Lord Of The Rings And Ninja Turtles: Radical Ring Power (Part VII)

Pictured: copyright-fraudilicious art for our upcoming book.

XIX. What Ring?
With Shredder probably scared off forever (or maybe not...but probably [he might not be]), our heroes -- all four Ninja Turtles, Vanilla Ice, reporter and nude car-washer April, Master Splinter, Casey Jones, Frodo, Sam, Gollum, and Gandalf -- decided to focus once again on the ring of unnnnliimmited ppoowwwwaaahhh. (Harry Potter and old Ron Weasley were both dead, and we aren't allowed to see Hermione Granger anymore because those movies aren't really for your age group now, honey.)

"Now," Gandalf thundered, using his electrical powers to stop global warming and free America from having to buy oil from Muslims all the time. "What were you saying about the ring, Donatello?"

"Well, I thought that Gollum was going to give it to Shredder," Donatello laughed, typing on his new Apple MacBook Pro®©™, "but there must be a problem with my calculations. Why would he ever do something like that?"

"Why indeed," Donatello thought to himself, frowning. "Those jokesters can keep on joking, but I think Gollum really might be up to no good...and it might have to do with that ring -- the same ring that we all need to stop the evil Shredder and Sauron from using, because it's the ring that can control the universe with just one ring!"

"Stop thinking, everyone," Leonardo yelled, using an important ninja exercise to pin Michelangelo's head down between his legs. "Gollum has something to say!"

"GOLLY GORSH GOLLUM, WHY DONCHA SPEAK UP BEFORE I POOP MESELF?" Sam asked, causing everyone to laugh, but in a nice way, since he was a little annoying but meant well, and was a good friend to Frodo.

"Sam, you're a good friend to me," Frodo explained, "but right now, you need to finally just never talk again so that we can all hear what Gollum has to say. Gollum, are you going to tell us something about your date last night, and not about the ring, since we know it's safe forever with you?"

XX. Gollum Speaks...Or Does He?

Master Splinter gave April a friendly lick on her bosoms. Flies ate out the eyes from Harry Potter's dead body. "Pika-Pee-Pikachu!" chirped Pikachu, the Pokemon who had arrived a few minutes earlier. Everyone waited to hear Gollum speak.

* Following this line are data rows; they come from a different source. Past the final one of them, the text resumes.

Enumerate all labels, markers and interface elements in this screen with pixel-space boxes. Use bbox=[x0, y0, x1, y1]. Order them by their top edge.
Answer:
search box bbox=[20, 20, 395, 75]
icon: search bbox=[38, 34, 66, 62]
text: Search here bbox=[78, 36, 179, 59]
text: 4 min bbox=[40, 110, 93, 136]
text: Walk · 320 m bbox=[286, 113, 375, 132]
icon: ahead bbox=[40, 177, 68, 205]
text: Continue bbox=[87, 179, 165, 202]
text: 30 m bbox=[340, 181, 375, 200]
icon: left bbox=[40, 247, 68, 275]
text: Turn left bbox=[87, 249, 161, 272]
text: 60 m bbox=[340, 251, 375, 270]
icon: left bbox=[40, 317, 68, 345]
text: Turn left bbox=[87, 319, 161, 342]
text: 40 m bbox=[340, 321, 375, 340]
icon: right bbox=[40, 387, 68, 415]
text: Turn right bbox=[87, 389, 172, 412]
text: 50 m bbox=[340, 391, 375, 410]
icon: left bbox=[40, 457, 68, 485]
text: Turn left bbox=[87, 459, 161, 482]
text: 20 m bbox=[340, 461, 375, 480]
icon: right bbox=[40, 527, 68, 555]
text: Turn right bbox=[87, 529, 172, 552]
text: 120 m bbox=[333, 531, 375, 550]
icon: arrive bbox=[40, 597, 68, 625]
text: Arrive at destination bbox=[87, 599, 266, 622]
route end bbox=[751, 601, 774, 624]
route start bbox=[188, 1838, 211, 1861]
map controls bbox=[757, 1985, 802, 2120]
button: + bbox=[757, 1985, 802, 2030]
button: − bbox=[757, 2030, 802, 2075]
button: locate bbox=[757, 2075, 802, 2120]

"Come on -- speak now, or forever hold your pizza!" Raphael joked, causing Michelangelo to scream "WHOA YOU DUDES AH LOOOOOVVEEE PIIIIIZZZZAAAAURRGHAAA" and eat his own toes, thinking that they were a pie from Luigi's, with all the toppings, even pepperoni and anchovies, yuck!

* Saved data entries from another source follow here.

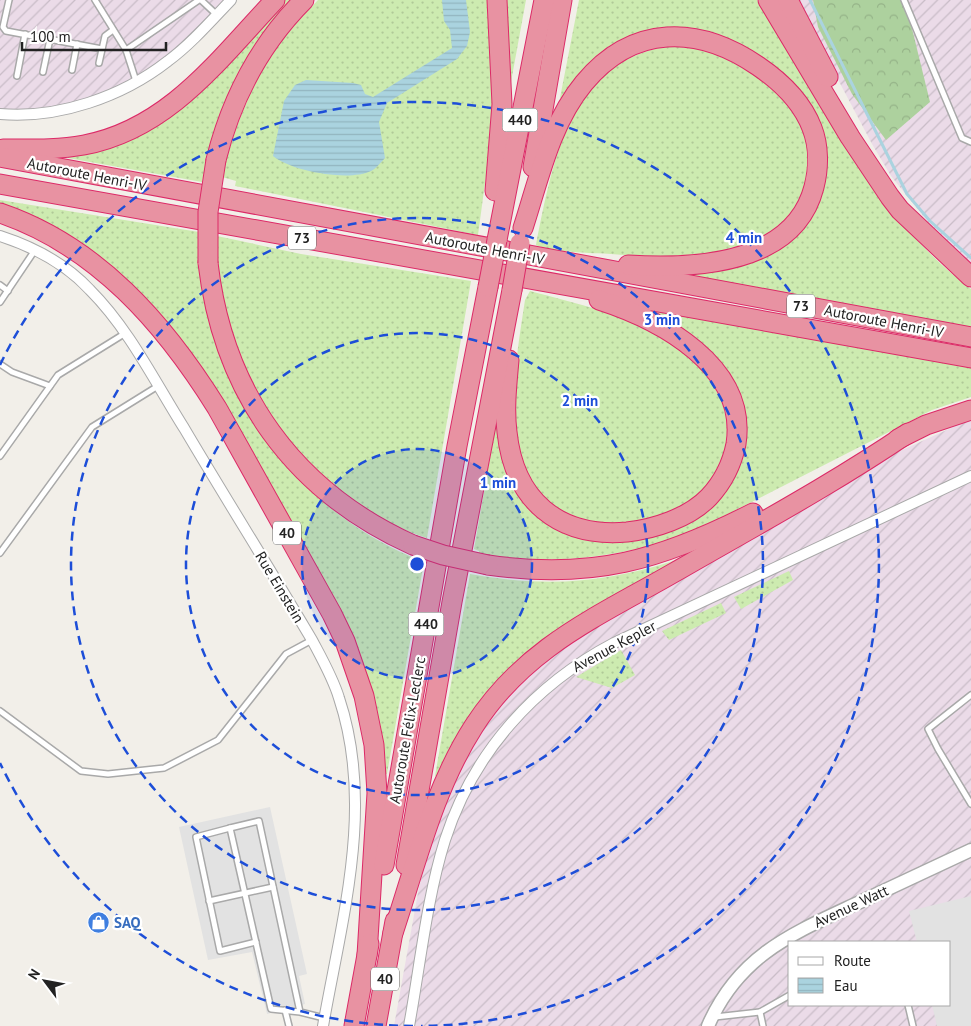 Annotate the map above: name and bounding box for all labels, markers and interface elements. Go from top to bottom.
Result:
scale bar [22,20,166,52]
text: 100 m [30,27,71,46]
road number: 440 [502,108,538,132]
street label: Autoroute Henri-IV [26,153,149,195]
road number: 73 [288,227,316,250]
street label: Autoroute Henri-IV [424,227,547,269]
text: 4 min [726,228,762,247]
road number: 73 [787,294,815,318]
street label: Autoroute Henri-IV [823,300,946,342]
text: 3 min [644,310,680,329]
text: 2 min [562,391,598,410]
text: 1 min [480,473,516,492]
road number: 40 [273,522,301,544]
street label: Rue Einstein [251,548,309,626]
centre of rings [408,555,426,573]
road number: 440 [408,612,444,636]
street label: Avenue Kepler [569,616,659,676]
street label: Autoroute Félix-Leclerc [385,655,429,805]
street label: Avenue Watt [811,880,891,932]
shop icon: SAQ [86,910,110,934]
place label: SAQ [114,913,142,932]
legend [788,941,951,1006]
text: Route [834,951,871,970]
north arrow [20,956,70,1006]
text: N [24,965,44,983]
road number: 40 [371,968,399,991]
text: Eau [834,976,858,995] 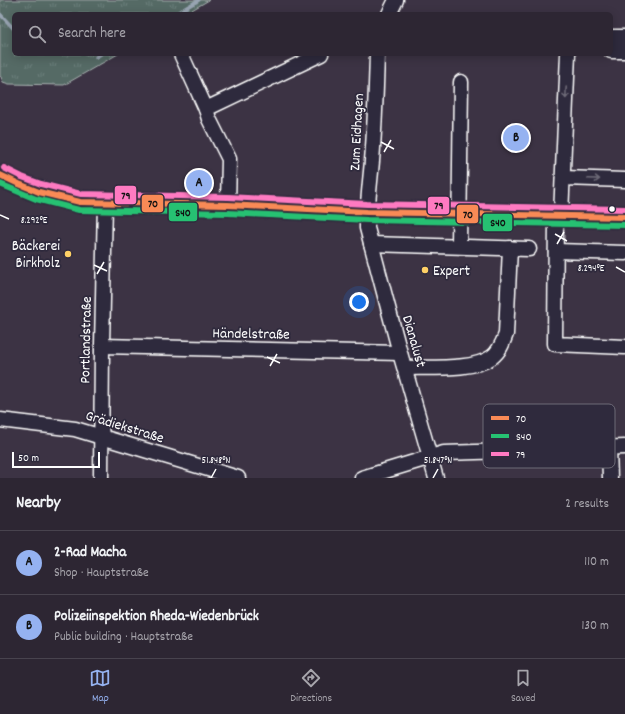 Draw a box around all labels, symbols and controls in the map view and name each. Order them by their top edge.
search box [12,12,613,56]
icon: search [26,23,48,45]
text: Search here [58,23,126,45]
one-way arrow [562,86,570,99]
street label: Zum Eidhagen [345,93,371,171]
pin: B [503,123,529,153]
pin: A [186,168,212,198]
one-way arrow [587,175,600,183]
line badge: 79 [114,185,137,205]
text: 79 [121,189,131,205]
line badge: 70 [141,194,164,213]
line badge: 79 [427,196,450,215]
text: 70 [148,197,158,213]
text: 79 [434,199,444,215]
line badge: S40 [168,202,198,222]
line badge: 70 [456,204,479,224]
unlabelled marker [607,204,617,214]
text: S40 [175,206,191,222]
text: 70 [463,208,473,224]
line badge: S40 [482,213,513,232]
text: 8.292°E [21,214,48,228]
text: S40 [490,216,506,232]
place label: Bäckerei Birkholz [12,236,60,275]
marker: Bäckerei Birkholz [63,249,73,259]
place label: Expert [433,261,470,283]
text: 8.294°E [578,262,605,276]
marker: Expert [420,265,430,275]
your location [349,292,369,312]
street label: Portlandstraße [75,296,99,384]
street label: Dianalust [395,313,431,371]
street label: Händelstraße [212,323,290,347]
legend [483,404,615,468]
street label: Grädiekstraße [82,406,167,450]
text: 70 [516,412,526,428]
text: S40 [516,430,531,446]
text: 79 [516,448,525,464]
scale bar [12,450,100,469]
text: 50 m [18,451,39,467]
text: 51.848°N [202,454,230,468]
text: 51.847°N [424,454,452,468]
text: Nearby [16,492,60,516]
text: 2 results [565,495,609,514]
text: 2-Rad Macha [54,542,126,564]
text: A [25,553,33,572]
text: 110 m [584,553,609,572]
text: Shop · Hauptstraße [54,564,149,583]
text: Polizeiinspektion Rheda-Wiedenbrück [54,606,259,628]
text: B [26,617,32,636]
text: 130 m [581,617,609,636]
text: Public building · Hauptstraße [54,628,193,647]
tab: Map [89,667,111,707]
tab: Directions [290,667,332,707]
tab: Saved [511,667,536,707]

"Michelangelo, your foot is bleeding at 1.34 gigagallons per nanosecond," Donatello calculated, causing everyone to laugh because he's a nerd, even though Michelangelo was bleeding so badly that he eventually died.

"Bleeding indeed," Donatello thought to himself, frowning. "Those jokesters can keep on joking, but I think Gollum really might be up to no good! I hope he speaks...and soon!"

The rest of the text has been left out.